Normally, we leave Nanny of the Month honors to Reason.com for scouring the country to find the most intrusive, ridiculous and unneeded intrusions into personal and/or business affairs be it at the federal, state or local level.
This month, however, we are taking the reins in recognizing the city of Monterey Park as Beers with Demo’s recipient as Nanny of the Month.
Years ago, we wrote a letter to the L.A. Times which was re-printed in their Op-Ed section later that week in which we derided the Times Opinion page for coming down in favor an area city’s efforts to require banks to provide bi-lingual signage.
Different decade, same issue:
From NBC4 Southern California:
The City Council in Monterey Park has unanimously voted to require businesses to put up bilingual signs, sparking controversy in a community that has a large Chinese-American population.
Under the rule, business owners must put at least one sign up that uses the “modern Latin alphabet,” since forcing stores to put up specifically English signs isn’t allowed, according to the council agenda.
Some residents don’t believe stores should be forced to put up signs.
“I think this should be (an) option,” said John Chen, a longtime resident of Monterey Park, citing freedom of speech.
Though the preliminary vote was unanimous, one council member is already reconsidering his vote.
“After speaking to the community and getting into it a little bit more, I’ve come to the realization that we really don’t any urgency (for this),” said Monterey Park City Councilman Hans Liang.
Monterey Park is 48 percent Chinese, according to the 2010 United States Census. Most of the businesses already have signs in both languages, according to Liang.
Reasons for enacting the rule include promoting economic development, public safety and facilitating public discussion, according to the agenda.
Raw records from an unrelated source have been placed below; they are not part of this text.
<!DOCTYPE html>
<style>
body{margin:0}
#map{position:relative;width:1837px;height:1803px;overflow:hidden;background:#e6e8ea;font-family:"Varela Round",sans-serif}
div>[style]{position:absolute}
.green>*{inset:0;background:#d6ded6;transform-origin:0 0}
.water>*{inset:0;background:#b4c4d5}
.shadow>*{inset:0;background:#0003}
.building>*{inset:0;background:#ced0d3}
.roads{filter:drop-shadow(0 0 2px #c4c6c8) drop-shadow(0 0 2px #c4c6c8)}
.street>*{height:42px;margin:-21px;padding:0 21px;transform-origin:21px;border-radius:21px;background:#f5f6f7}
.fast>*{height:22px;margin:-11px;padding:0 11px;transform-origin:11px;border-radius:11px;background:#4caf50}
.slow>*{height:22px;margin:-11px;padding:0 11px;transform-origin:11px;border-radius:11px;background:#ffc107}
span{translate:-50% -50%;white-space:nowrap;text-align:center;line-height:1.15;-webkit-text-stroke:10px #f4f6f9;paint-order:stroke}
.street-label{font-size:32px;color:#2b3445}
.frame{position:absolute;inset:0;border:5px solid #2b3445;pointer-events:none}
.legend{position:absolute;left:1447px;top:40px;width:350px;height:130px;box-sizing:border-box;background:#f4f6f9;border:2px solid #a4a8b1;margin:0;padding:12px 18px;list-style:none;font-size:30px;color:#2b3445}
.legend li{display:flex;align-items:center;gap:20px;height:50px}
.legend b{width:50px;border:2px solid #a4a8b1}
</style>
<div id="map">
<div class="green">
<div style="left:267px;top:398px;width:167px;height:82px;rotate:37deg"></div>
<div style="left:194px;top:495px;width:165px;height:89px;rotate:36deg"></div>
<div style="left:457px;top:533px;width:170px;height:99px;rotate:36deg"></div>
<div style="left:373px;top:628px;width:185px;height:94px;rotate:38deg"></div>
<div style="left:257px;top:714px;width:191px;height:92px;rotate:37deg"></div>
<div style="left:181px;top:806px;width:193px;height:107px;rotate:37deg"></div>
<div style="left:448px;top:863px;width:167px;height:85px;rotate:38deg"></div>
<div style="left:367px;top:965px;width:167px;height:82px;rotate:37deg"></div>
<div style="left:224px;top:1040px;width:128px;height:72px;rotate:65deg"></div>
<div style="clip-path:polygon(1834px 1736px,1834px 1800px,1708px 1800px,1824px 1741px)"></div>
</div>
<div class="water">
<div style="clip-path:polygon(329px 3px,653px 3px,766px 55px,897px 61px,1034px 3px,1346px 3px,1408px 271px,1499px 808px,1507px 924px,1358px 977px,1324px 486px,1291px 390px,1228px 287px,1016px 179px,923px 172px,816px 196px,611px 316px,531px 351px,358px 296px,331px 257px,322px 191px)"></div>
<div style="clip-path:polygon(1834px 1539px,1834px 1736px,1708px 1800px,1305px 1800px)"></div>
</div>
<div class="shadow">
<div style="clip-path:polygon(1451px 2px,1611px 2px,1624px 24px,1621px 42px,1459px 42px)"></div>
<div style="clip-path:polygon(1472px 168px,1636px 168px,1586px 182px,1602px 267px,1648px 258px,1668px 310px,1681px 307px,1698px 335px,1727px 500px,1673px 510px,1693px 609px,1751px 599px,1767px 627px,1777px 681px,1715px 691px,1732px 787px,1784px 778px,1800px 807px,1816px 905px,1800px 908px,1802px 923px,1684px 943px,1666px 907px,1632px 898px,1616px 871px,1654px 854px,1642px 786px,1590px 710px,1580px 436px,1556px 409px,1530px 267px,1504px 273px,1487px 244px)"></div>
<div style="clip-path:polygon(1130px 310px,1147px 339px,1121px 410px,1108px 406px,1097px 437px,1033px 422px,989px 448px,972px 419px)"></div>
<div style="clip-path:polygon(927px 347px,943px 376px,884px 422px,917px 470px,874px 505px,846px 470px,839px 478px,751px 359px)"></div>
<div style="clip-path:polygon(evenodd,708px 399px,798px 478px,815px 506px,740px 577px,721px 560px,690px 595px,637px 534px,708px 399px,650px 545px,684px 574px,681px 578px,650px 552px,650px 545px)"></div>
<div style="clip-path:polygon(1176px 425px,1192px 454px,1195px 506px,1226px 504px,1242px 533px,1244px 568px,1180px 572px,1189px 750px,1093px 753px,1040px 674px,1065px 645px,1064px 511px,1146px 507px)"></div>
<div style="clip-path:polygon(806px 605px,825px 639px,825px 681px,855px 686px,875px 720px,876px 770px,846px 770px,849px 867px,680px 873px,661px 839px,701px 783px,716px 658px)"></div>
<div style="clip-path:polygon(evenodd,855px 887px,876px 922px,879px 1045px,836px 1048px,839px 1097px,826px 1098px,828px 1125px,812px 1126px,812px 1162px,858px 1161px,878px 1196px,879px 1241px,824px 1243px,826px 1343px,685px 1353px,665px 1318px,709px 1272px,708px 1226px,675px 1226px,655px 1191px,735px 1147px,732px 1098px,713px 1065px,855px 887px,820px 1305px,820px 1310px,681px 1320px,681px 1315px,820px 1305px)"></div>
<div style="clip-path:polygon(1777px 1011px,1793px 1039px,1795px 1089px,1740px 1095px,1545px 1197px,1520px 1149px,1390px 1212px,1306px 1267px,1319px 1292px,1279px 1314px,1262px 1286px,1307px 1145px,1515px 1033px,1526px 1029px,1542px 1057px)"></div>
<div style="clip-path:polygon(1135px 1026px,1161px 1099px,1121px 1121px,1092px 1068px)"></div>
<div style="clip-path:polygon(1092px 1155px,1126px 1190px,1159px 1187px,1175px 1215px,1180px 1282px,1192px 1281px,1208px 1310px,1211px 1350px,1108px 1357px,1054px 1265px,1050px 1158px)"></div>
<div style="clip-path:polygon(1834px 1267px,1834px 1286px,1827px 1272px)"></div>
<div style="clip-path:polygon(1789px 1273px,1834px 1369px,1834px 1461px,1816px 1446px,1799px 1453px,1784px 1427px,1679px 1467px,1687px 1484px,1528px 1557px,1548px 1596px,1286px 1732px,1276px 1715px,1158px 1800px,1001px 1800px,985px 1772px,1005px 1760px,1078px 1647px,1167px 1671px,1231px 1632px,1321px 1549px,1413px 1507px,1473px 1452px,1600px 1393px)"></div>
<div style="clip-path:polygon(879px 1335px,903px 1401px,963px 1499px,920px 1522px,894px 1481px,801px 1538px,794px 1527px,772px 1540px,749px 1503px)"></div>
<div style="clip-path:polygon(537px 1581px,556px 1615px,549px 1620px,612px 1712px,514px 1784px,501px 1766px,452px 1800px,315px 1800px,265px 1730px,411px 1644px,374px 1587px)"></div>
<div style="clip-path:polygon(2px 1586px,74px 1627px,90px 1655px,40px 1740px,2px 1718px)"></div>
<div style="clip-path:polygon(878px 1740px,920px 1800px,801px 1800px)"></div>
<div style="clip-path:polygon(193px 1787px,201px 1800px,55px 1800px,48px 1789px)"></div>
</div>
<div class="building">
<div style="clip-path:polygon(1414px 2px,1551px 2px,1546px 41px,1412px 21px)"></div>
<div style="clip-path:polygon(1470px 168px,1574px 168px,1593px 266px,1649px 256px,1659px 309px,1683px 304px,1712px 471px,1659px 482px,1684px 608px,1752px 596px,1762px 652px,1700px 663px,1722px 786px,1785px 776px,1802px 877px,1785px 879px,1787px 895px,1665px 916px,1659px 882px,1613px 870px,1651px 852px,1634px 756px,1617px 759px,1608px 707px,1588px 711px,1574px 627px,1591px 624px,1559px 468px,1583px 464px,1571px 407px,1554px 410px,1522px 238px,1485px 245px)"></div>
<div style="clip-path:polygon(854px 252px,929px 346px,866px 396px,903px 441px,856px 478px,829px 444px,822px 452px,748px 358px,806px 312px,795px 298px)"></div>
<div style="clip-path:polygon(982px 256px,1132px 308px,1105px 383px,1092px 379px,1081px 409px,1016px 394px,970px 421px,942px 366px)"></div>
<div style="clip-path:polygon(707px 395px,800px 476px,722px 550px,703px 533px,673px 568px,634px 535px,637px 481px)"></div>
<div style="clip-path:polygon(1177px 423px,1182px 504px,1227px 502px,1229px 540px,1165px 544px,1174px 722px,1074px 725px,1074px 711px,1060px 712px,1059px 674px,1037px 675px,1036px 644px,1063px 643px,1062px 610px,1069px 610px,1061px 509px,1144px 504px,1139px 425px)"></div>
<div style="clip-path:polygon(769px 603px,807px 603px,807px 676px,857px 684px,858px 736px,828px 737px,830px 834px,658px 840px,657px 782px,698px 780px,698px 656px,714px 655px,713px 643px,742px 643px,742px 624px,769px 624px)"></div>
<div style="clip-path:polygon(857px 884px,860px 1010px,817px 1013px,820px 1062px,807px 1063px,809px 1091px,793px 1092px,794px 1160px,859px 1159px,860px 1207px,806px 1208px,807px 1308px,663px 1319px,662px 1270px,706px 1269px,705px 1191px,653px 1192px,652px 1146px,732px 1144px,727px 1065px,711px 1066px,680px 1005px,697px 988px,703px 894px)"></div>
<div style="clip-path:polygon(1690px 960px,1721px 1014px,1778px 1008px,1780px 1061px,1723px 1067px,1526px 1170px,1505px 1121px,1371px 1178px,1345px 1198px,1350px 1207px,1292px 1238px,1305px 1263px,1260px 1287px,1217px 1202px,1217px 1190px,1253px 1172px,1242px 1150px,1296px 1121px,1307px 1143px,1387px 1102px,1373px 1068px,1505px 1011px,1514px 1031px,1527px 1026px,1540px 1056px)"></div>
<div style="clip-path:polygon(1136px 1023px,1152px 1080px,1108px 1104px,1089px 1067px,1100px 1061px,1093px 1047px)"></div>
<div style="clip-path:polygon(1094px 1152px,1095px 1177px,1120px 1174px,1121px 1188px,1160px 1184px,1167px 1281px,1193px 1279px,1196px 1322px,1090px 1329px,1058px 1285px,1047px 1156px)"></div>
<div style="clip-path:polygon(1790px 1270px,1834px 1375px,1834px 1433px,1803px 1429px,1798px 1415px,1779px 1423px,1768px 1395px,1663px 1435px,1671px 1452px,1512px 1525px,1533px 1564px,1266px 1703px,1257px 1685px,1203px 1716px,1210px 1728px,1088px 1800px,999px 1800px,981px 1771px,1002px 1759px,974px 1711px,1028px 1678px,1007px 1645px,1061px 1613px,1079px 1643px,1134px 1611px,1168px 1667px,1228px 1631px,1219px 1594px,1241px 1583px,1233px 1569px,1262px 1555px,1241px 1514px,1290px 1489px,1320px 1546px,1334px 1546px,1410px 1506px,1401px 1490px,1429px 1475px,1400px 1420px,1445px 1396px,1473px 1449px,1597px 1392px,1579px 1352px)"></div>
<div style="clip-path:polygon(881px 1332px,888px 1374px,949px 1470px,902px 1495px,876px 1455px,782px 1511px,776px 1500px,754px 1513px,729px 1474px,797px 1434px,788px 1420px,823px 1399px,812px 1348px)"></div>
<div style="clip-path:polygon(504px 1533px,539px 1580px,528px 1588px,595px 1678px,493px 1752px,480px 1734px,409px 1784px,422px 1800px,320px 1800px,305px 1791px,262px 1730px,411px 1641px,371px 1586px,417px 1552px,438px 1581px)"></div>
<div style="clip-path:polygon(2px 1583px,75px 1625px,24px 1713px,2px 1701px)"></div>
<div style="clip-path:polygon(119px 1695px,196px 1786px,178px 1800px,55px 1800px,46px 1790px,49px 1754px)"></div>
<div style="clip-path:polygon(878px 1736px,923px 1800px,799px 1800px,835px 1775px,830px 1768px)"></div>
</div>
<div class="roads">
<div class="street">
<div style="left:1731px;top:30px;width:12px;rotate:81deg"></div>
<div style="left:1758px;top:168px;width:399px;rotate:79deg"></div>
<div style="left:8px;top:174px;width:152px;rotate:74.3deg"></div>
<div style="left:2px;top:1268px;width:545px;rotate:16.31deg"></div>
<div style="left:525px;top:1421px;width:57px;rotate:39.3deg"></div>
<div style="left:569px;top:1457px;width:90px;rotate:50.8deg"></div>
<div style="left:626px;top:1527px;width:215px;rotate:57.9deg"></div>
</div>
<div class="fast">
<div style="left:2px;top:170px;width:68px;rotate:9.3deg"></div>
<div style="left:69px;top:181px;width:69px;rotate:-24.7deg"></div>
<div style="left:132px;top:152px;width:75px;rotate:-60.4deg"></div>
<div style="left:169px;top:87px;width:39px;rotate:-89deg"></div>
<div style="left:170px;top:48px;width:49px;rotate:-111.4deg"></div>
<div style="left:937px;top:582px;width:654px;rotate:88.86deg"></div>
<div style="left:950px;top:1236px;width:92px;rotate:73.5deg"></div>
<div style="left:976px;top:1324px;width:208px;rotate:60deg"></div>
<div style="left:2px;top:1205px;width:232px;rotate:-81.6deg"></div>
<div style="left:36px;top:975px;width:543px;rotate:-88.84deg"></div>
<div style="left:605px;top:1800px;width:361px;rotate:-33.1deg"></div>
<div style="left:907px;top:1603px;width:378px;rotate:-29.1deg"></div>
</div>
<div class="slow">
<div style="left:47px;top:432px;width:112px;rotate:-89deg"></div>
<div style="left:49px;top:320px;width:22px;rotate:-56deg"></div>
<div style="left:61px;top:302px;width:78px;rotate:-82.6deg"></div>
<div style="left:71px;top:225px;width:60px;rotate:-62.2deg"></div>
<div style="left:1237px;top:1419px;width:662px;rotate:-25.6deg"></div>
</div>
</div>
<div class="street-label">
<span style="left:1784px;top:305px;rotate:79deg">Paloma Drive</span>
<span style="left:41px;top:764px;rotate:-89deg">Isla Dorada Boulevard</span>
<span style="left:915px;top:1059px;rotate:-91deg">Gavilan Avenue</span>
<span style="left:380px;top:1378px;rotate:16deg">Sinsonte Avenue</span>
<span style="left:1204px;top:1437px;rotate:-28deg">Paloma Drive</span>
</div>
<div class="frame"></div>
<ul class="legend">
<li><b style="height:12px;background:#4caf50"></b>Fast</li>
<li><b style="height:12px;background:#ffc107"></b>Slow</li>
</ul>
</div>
“Clear and simple signs are significant to the response times of both the police and fire departments,” the agenda read. “A distinguishable sign allows officers and firefighters to locate a business from a distance.”
Both the chief of police and the fire chief approved the city’s new regulation in the agenda.
The agenda also cited driver safety is another reason for the new law.
“Signs that are not distinguishable create unsafe road situations,” the agenda read. “Signs that clearly and quickly identify the type of business allow drivers to ignore secondary extraneous information.”
Before we dive into this, check out the faces and names of the council members of Monterey Park, here, who have decreed businesses carry Spanish language signage. Weird, huh?
First off, public safety angle does not make a lick of sense. How is forcing businesses to put up more signage going to be any less confusing to first responders. And can it be reasonably expected that the first responders be more proficient in English than Spanish or any other Asian language represented by the citizenry of Monterey Park? Sorry… the “public safety” angle is fast approaching the “it’s for the children” in terms of setting off our b.s. sensors.
The bottom line here is that we simply do not understand the logic of elected officials knowing what’s better for an individual small businesses’ health better than the owner of that small business. If the business owner implicitly or explicitly chooses to exclude a segment of that area’s populace in the choosing of the language of his signage, then we suspect he will be willing to face up to the economic impact of his choosing. He’ll figure it out… or he won’t – that should be his call for better or for worse. It's called the free market, gang - thou shalt be punished for crappy business decisions.
Down here in San Diego, the neighborhood of Clairemont Mesa is home to a large amount of Asian businesses many of which carry only Asian language signage. Yeah, it’s kind of a pain in the rear but we deal with it… or we don’t. Damned if some language barriers, however, are going to keep us away from some of that Korean Bar-B-Q they have up there.
As to the whole assimilation issue and a stronger community and more engaged citizenry through a common language concept, we’ll leave for another time.
Congratulations, Monterey Park, for winning Beers with Demo’s Nanny of the Month.